Description of the task
Check every line of the data below for the word "lineWidth". Copy the ones that have it.
───── Exercise materials
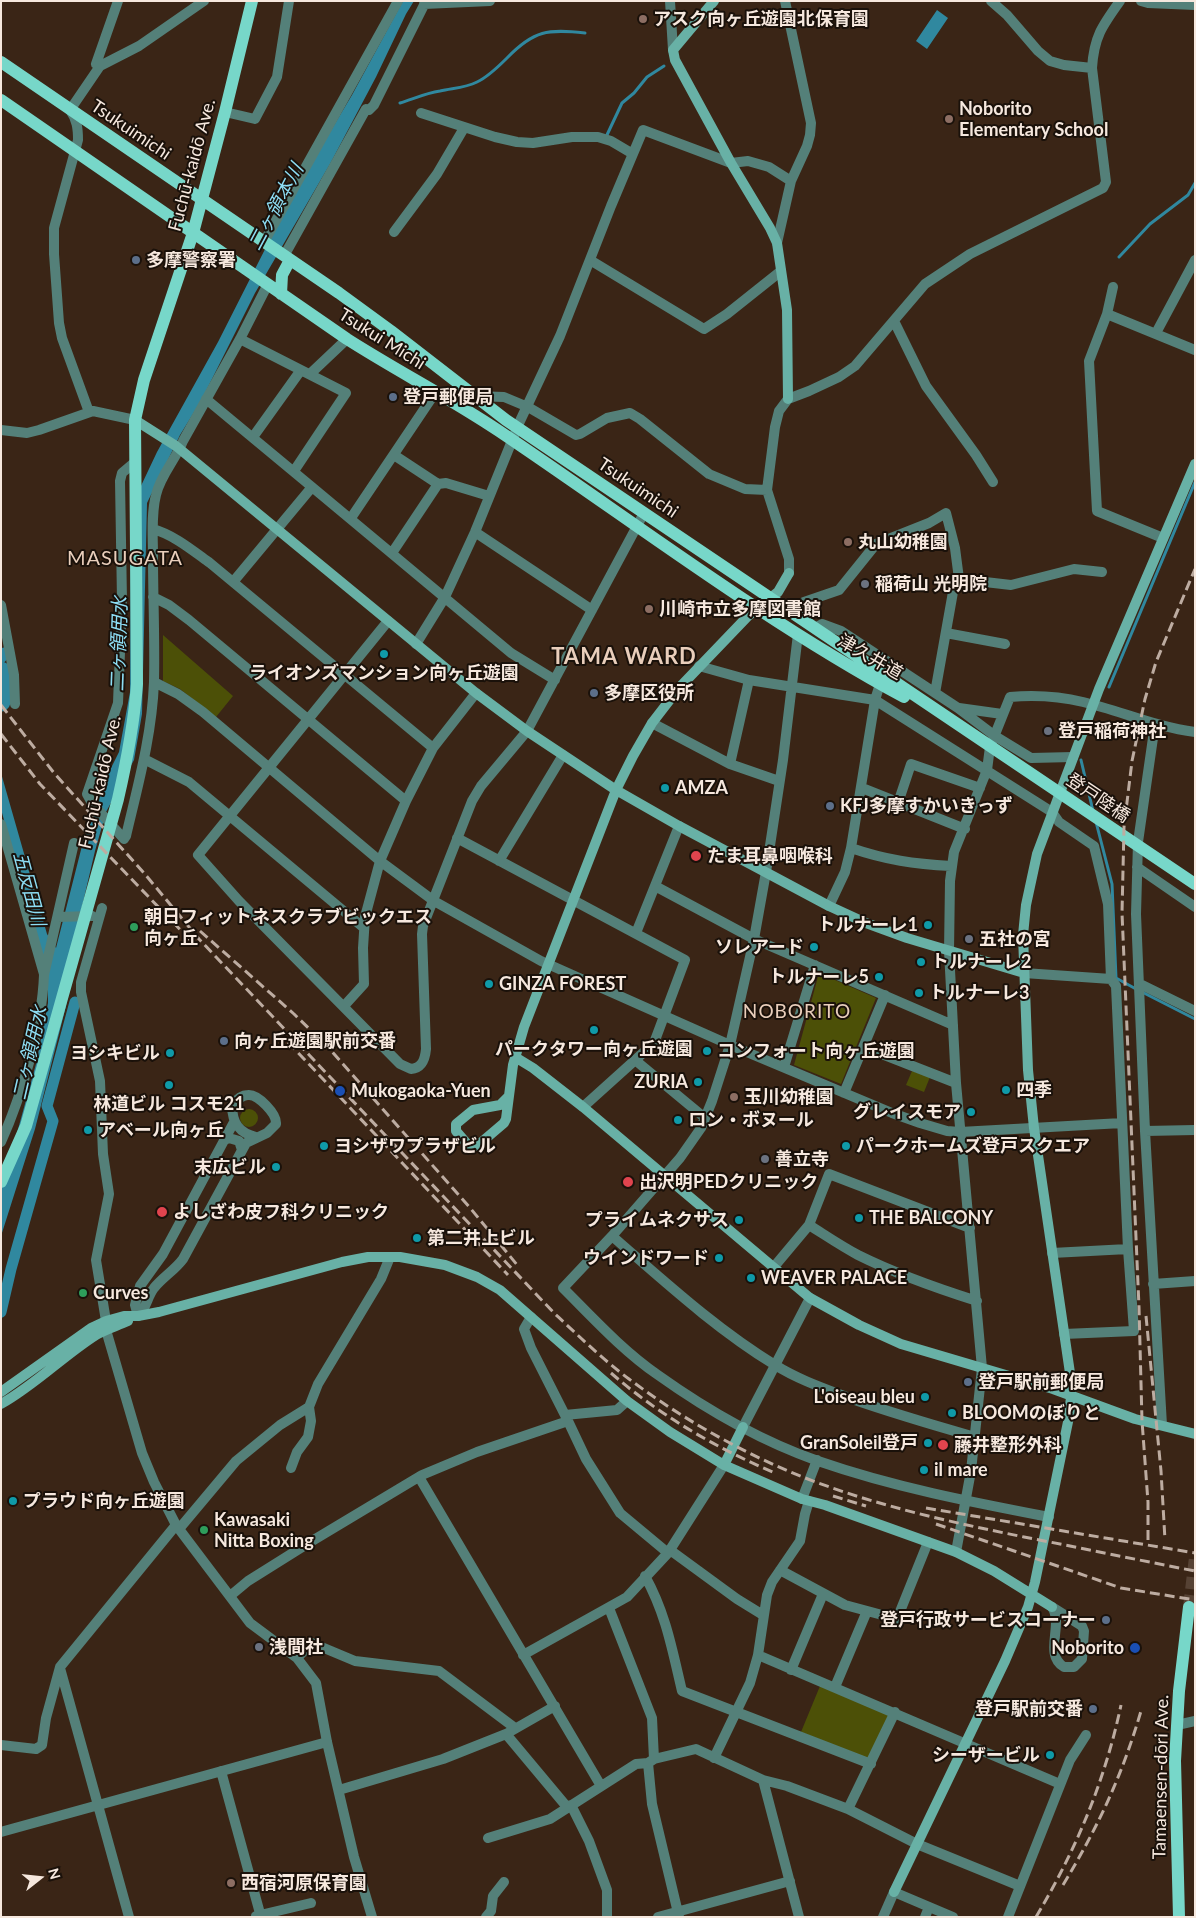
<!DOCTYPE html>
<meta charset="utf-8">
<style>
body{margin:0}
#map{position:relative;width:1196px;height:1918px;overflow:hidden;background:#3a2516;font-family:Lato,sans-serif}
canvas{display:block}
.frame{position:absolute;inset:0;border:2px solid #f6e8de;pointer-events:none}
.north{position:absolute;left:15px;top:1853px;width:50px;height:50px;-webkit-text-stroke:4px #1a110a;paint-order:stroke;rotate:74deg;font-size:14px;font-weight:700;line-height:20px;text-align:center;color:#f6e8de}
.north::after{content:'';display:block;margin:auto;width:18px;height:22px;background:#f6e8de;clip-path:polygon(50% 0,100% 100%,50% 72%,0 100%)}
</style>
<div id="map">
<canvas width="1196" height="1918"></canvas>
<div class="frame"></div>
<div class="north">N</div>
</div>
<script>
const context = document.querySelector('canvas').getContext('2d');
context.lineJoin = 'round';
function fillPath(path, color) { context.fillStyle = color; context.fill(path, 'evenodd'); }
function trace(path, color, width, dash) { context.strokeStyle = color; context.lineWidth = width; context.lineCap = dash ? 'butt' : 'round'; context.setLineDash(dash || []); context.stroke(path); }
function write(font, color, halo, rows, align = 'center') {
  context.font = font + ' Lato,"Noto Sans JP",sans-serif'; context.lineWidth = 4; context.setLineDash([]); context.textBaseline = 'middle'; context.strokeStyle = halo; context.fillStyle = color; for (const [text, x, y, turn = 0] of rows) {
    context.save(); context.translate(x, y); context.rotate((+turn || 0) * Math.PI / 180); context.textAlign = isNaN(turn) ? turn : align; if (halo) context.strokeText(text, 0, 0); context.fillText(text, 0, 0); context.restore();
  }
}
fillPath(new Path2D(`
 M163,635l70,61 -17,21 -36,-28 -17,-8z
 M819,973l57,25 -35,86 -47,-19z
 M912,1071l18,6 -6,15 -18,-7z
 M240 1118a9 9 0 1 1 18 0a9 9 0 1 1-18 0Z
 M820,1686l69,29 -21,44 -67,-27z`), '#4c5007');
fillPath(new Path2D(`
 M403,1h11l-8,13 -30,63 -46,87 -75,129 -54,108 -21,34 -33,68 -5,211 -8,46 -28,52 -11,39 -18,77 -11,78 -31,123 -34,107v-45l35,-127 12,-61v-18l-47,-176v-36l46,161 9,14 28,-110 14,-44 21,-42 11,-60 1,-185 26,-55 61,-110 75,-148 59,-99z
 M937,10l11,8 -21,31 -11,-8z`), '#30889f');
trace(new Path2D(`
 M400,103c13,-4 26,-10 40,-12 13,-3 25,-3 37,-9 11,-5 21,-15 30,-24 27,-28 41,-29 78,-25
 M606,137l16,-34 12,-10 13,-16 17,-11
 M1119,257l31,-33 38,-29 7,-12
 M1109,687l86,-205
 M1081,760l12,51
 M1096,822l16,62 4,94 20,11
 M1142,992l53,27`), '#30889f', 3);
trace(new Path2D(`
 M1,658l3,-5
 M1,1312l10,-43 42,-148 -6,-15 28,-104`), '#30889f', 11);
trace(new Path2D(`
 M1,671l3,17 -3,14`), '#30889f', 19);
trace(new Path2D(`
 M1189,1607l6,-50`), '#564234', 12, [12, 6]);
trace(new Path2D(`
 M670,1l3,49
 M991,1l16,14 31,36 12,10 14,4 28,3
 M1141,1l7,2 47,2
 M424,4l66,-3
 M100,66l-4,-2 22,-63
 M225,112l30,7 22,-42 12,-76
 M421,113l74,24 22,5 16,1 39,-6h26l13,4 22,13
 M394,232l43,-58 27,-46
 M264,242l134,-241
 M777,243l14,-62 16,-35 3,-11 1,-12 -26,-122
 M284,256l82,-147 3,1 5,-5 52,-104
 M590,260l114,69 23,-15 54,-43
 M1113,287l-6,27 -18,47 8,150 66,27
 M1107,314l88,36
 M894,321l32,65 50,69 17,27
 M1156,333l39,-73
 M240,339l106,54 -52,78
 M310,374l37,-35
 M474,396l30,1 24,10 48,28 4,-1 27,-16 23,-5 10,6 69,55 36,15 22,1
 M206,399l106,88 -79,95
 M89,412l-27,-74 -3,-15 -5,-69v-26l24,-88c0,-12 -1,-20 -8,-30l30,-44 39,-20 65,-45
 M1,430l26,3 12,-3 54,-19 42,9
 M253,437l48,-67
 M394,455l44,29 8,-1 43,13
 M135,462l-13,11 -2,8 2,120 -4,102 -31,91 5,9 32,36 2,-3c12,-51 26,-101 28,-154 1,-42 -1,-84 -1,-126 0,-19 -2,-42 3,-61 4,-19 20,-36 27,-54l57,-102 28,-55
 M312,487l199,166 44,27
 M351,518l84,-125
 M153,529c21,6 39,21 57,34l223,185
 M475,532l117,78
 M392,553l46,-69
 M789,573v-14l-22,-69 8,-63 4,-16 9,-12 21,-8 30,-14 16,-11 70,-82 45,-30 133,-66 3,-6 -14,-114c2,-31 10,-42 28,-67
 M959,579l52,6 63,-16 28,3
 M153,597l16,8 20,15 217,181
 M1,605l13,70 1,29
 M798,617v-11l6,-4 35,-12 37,-46 53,-21 17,-10 9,35 4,31 -6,13 -18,101
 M388,621l-190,234 41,46 161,163 11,5c11,-1 14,-9 15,-20l-4,-115 1,-8 49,-125 9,-15 46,-55 117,-218
 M815,628l7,-4 19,7 117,77 37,28 36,22 42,-1
 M946,633l59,11
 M798,634l-15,126 -17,112 -12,67 -24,106 -18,56 -11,27 -21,30 -68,78 -49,52c30,30 60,63 95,87 49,35 103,66 160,86 75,26 153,41 231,56
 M416,644l29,-47 30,-65 45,-111 40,-85 51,-130 32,-76 88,33 17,-2 21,6 22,14
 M699,666l50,14 126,20 177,112 7,10 35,24 14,58 3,75 5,7 12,263 -76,4
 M154,682l24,12 25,18 177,149 54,40 107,60 189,84 162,68 28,10 27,8 13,1 162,-9
 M959,708l43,6
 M652,723l78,41 49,17
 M1155,724l-17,118 -2,72 9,217 17,294
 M144,759l45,23 175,146
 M730,764l19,-84
 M862,788l103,41
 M898,803l13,-39 69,24
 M1,824l43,150
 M457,838l228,122 -31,83 -71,64
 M851,848c35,12 63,16 100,18
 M499,861l64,-106
 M1137,867l58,40
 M655,886l99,53 199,86
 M829,906l16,-34 6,-24 24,-148 5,-16
 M102,908l-21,74v10l19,89 3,73 6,40 -13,66 10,61
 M58,917l34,-1
 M636,933l43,-107
 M1024,973l87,6
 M1140,984l55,27
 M344,1006l20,-22 -1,-36 2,-31 15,-56 26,-60 27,-53 43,-55
 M864,1047l92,36
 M635,1060l70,58
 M784,1067l31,-102
 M844,1093l41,-98
 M234,1122l-71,132 -23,32 -5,19 3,11c9,-8 9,-19 16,-28 9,-11 21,-18 29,-29l63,-116 21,-10 9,-9c1,-10 -18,-30 -28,-29 -7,0 -11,5 -16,10 0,18 7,28 24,32
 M1145,1131l50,-1
 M224,1140l5,-2 10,3 3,9
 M1,1142c21,-47 41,-115 43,-167l30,-132
 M809,1225c16,10 32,21 49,30 38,19 78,33 119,46
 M612,1236c52,45 104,93 163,129 24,15 51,24 77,34 40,14 81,26 123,38
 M773,1268l36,-43 20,-51 141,54
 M1153,1284l42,-3
 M531,1317l-7,12 7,19 37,73 18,38 34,54 48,40
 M106,1330l36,123 12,29 22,43 74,98 47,35 19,25 11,59 27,115 18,60
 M1064,1334l70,-3 -6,-82
 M565,1415l52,-5 10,-9
 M743,1427l67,-129
 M291,1468l6,-16 11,-15 3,-16 -2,-14 9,-23 63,-105 9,-22
 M419,1477l182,309
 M802,1499l15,-39
 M179,1529l57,-68 44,-36 29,-18
 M670,1550l67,49 26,16
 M956,1552l15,-81 11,-103 -26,-285 -7,-132 1,-70 4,-29 33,-82 3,-23 20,-50c24,-2 48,-1 73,5 38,9 73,25 112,30
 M780,1570l65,35 52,14 31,-77
 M645,1576c21,38 27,73 37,115l189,73
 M230,1596l18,-15 59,-37 115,-69 55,-23 91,-31
 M1052,1607l30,19 2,5 -2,28 -8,8h-10c-21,-12 0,-43 -12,-60z
 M609,1608l43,110 2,41
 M523,1655l104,-58 41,-44 56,-88
 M758,1655l302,129
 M297,1658l15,-15 43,18 84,10 76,57
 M60,1668l69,249
 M791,1670l32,-76
 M835,1687l32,-76
 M1177,1725l18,-4
 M506,1734l61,73
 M1,1745l35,4 6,-4 4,-27 14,-51 116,-142
 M714,1758l36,-75 8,-28 9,-60 5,-13 28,-41 5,-27 4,-13
 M648,1763l4,41 27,113
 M221,1771l40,146
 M763,1780l36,137
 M339,1790l104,-31 63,-25 49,-28
 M571,1805l18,36 18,49v27
 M848,1809l47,-97
 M1,1832l326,-90
 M488,1838l62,-19 86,-55 12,-1 6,-4 42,-10 67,31 24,6 61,23 69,35 103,42
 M256,1916l55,-13
 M486,1917l5,-6 2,-15 11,-14
 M658,1917l132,-36
 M883,1917l11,-25 59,25
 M925,1917l4,-10
 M1008,1917l62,-157 16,-25`), '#548079', 10);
trace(new Path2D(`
 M714,1l-41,49 2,10 56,103 39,65 7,15 10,67 1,89
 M135,420l41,26 300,247 51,38 89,59 63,36 150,80 37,17 41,15 117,35
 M515,1057l18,11 50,39 227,191 49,27 42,19 152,45 82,30 60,15
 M509,1096l-9,9 -27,5 -17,14v7l13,15h8l27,-23 2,-4 7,-54 11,-38 92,-237 17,-34 19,-33 27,-35 69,-72 30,-24 11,-19
 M1,1392l90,-64 15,-7 18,-5h14l21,-4 183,-50 26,-5h32l45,8 32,12 23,13 127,111 43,31 54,33 78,34 23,6 131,47 38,19 58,36
 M1,1404c34,-19 62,-48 95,-69 10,-6 21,-9 32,-14
 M724,1465l19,-38
 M894,1892l111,-231 23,-54 7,-25 34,-165 2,-21 -1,-23 -36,-245 -6,-58 -5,-135 3,-30 11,-51 62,-165 96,-225`), '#68b1a6', 10);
trace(new Path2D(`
 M1,62l338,231 52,38 115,89 689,464
 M1,100l346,239c50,32 103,59 152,92 134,90 263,189 405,266
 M281,294l1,-19 8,-15
 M1,1182l25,-56 92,-327c9,-39 16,-76 19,-115l-2,-264 9,-40 49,-147 32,-121 27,-111
 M1179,1917l-4,-156 4,-70 10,-84`), '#77d7c9', 12);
trace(new Path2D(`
 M1,705l53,68 90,100 55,66 356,375c24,22 47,45 74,65 48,36 103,68 159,92 76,32 157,50 236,66 57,11 114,23 171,34
 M1,734l39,50 153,159
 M200,931l94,83 34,33 143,162 47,57
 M288,1042l220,233
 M1146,1316l15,155 4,69
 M611,1373c48,42 105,75 164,100
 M833,1496l33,10
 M926,1508l269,45
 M936,1524l185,64 74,12
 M1148,1540v-38l-6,-81 -3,-114 -17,-394 2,-86 8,-66 13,-62 11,-37 39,-93
 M1063,1885c35,-58 59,-109 78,-174
 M1036,1917c40,-67 69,-136 85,-212`), '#bdaca1', 3, [10, 5]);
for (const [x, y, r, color] of [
 [643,19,5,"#8d6e63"],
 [949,119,5,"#8d6e63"],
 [136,260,5,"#5c6f8a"],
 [393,397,5,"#5c6f8a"],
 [848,542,5,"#8d6e63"],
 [865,584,5,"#6b7280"],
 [649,609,5,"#8d6e63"],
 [384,654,5,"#0f9aa8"],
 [594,693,5,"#5c6f8a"],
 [1048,731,5,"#6b7280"],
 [665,788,5,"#0f9aa8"],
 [830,806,5,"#5c6f8a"],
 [696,856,6,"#e0444e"],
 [928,925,5,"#0f9aa8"],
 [134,927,5,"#2e9e5b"],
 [969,939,5,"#6b7280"],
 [814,947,5,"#0f9aa8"],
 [921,962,5,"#0f9aa8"],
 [879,977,5,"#0f9aa8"],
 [489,984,5,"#0f9aa8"],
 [919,993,5,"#0f9aa8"],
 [594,1030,5,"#0f9aa8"],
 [224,1041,5,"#5c6f8a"],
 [707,1051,5,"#0f9aa8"],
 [170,1053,5,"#0f9aa8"],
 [698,1082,5,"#0f9aa8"],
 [169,1085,5,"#0f9aa8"],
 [1006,1090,5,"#0f9aa8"],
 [340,1091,6,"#1a4fb4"],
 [734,1097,5,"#8d6e63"],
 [971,1112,5,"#0f9aa8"],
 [678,1120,5,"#0f9aa8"],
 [88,1130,5,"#0f9aa8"],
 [324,1146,5,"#0f9aa8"],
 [846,1146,5,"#0f9aa8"],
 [765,1159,5,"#6b7280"],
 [276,1167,5,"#0f9aa8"],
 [628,1182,6,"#e0444e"],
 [162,1212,6,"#e0444e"],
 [859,1218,5,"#0f9aa8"],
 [739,1220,5,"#0f9aa8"],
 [417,1238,5,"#0f9aa8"],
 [719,1258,5,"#0f9aa8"],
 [751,1278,5,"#0f9aa8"],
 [83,1293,5,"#2e9e5b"],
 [968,1382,5,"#5c6f8a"],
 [925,1397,5,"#0f9aa8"],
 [952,1413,5,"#0f9aa8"],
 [928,1443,5,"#0f9aa8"],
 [943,1445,6,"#e0444e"],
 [924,1470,5,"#0f9aa8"],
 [13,1501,5,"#0f9aa8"],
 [204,1530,5,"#2e9e5b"],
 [1106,1620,5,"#5c6f8a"],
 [259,1647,5,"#6b7280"],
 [1135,1648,6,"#1a4fb4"],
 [1093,1709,5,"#5c6f8a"],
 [1050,1755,5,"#0f9aa8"],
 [231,1883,5,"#8d6e63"]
]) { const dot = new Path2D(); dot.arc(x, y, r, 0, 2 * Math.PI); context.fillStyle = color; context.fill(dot); trace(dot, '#1a110a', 2); }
write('bold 18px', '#f6e8de', '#1a110a', [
 ["アスク向ヶ丘遊園北保育園",653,19],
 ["Noborito",959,109],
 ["Elementary School",959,130],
 ["多摩警察署",146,260],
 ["登戸郵便局",403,397],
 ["丸山幼稚園",858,542],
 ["稲荷山 光明院",875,584],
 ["川崎市立多摩図書館",659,609],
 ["ライオンズマンション向ヶ丘遊園",384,673,"center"],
 ["多摩区役所",604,693],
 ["登戸稲荷神社",1058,731],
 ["AMZA",675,788],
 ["KFJ多摩すかいきっず",840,806],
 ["たま耳鼻咽喉科",707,856],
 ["朝日フィットネスクラブビックエス",144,917],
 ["向ヶ丘",144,938],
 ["トルナーレ1",918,925,"right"],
 ["五社の宮",979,939],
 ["ソレアード",804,947,"right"],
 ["トルナーレ2",931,962],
 ["トルナーレ5",869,977,"right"],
 ["GINZA FOREST",499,984],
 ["トルナーレ3",929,993],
 ["向ヶ丘遊園駅前交番",234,1041],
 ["パークタワー向ヶ丘遊園",594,1049,"center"],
 ["コンフォート向ヶ丘遊園",717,1051],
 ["ヨシキビル",160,1053,"right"],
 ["ZURIA",688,1082,"right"],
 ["四季",1016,1090],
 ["Mukogaoka-Yuen",351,1091],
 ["玉川幼稚園",744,1097],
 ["林道ビル コスモ21",169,1104,"center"],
 ["グレイスモア",961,1112,"right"],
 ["ロン・ボヌール",688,1120],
 ["アベール向ヶ丘",98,1130],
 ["ヨシザワプラザビル",334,1146],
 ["パークホームズ登戸スクエア",856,1146],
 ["善立寺",775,1159],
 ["末広ビル",266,1167,"right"],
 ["出沢明PEDクリニック",639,1182],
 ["よしざわ皮フ科クリニック",173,1212],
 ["THE BALCONY",869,1218],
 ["プライムネクサス",729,1220,"right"],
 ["第二井上ビル",427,1238],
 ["ウインドワード",709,1258,"right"],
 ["WEAVER PALACE",761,1278],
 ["Curves",93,1293],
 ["登戸駅前郵便局",978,1382],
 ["L'oiseau bleu",915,1397,"right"],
 ["BLOOMのぼりと",962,1413],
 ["GranSoleil登戸",918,1443,"right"],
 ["藤井整形外科",954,1445],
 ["il mare",934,1470],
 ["プラウド向ヶ丘遊園",23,1501],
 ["Kawasaki",214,1520],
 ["Nitta Boxing",214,1541],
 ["登戸行政サービスコーナー",1096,1620,"right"],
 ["浅間社",269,1647],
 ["Noborito",1124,1648,"right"],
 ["登戸駅前交番",1083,1709,"right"],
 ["シーザービル",1040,1755,"right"],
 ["西宿河原保育園",241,1883]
], 'left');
write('18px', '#f6e8de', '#1a110a', [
 ["Tsukuimichi",131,130,34],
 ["Fuchū-kaidō Ave.",192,165,-75],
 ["Tsukui Michi",382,339,32],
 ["Tsukuimichi",638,488,34],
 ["津久井道",870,657,30],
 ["Fuchū-kaidō Ave.",100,782,-77],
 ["登戸陸橋",1098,798,34],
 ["Tamaensen-dōri Ave.",1161,1777,-89]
]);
write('italic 19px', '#8dddf4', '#1a110a', [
 ["二ヶ領本川",276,207,-62],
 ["二ヶ領用水",119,644,-88],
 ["五反田川",29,889,75],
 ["二ヶ領用水",30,1053,-77]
]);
context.letterSpacing = '1px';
write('19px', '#e9cebb', '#1a110a', [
 ["NOBORITO",797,1012]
]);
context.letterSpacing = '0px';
context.letterSpacing = '1px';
write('20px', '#e9cebb', '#1a110a', [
 ["MASUGATA",125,559]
]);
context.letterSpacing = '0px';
context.letterSpacing = '1px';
write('bold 22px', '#e9cebb', '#1a110a', [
 ["TAMA WARD",624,657]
]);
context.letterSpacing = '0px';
</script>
──────────
Answer space
function trace(path, color, width, dash) { context.strokeStyle = color; context.lineWidth = width; context.lineCap = dash ? 'butt' : 'round'; context.setLineDash(dash || []); context.stroke(path); }
  context.font = font + ' Lato,"Noto Sans JP",sans-serif'; context.lineWidth = 4; context.setLineDash([]); context.textBaseline = 'middle'; context.strokeStyle = halo; context.fillStyle = color; for (const [text, x, y, turn = 0] of rows) {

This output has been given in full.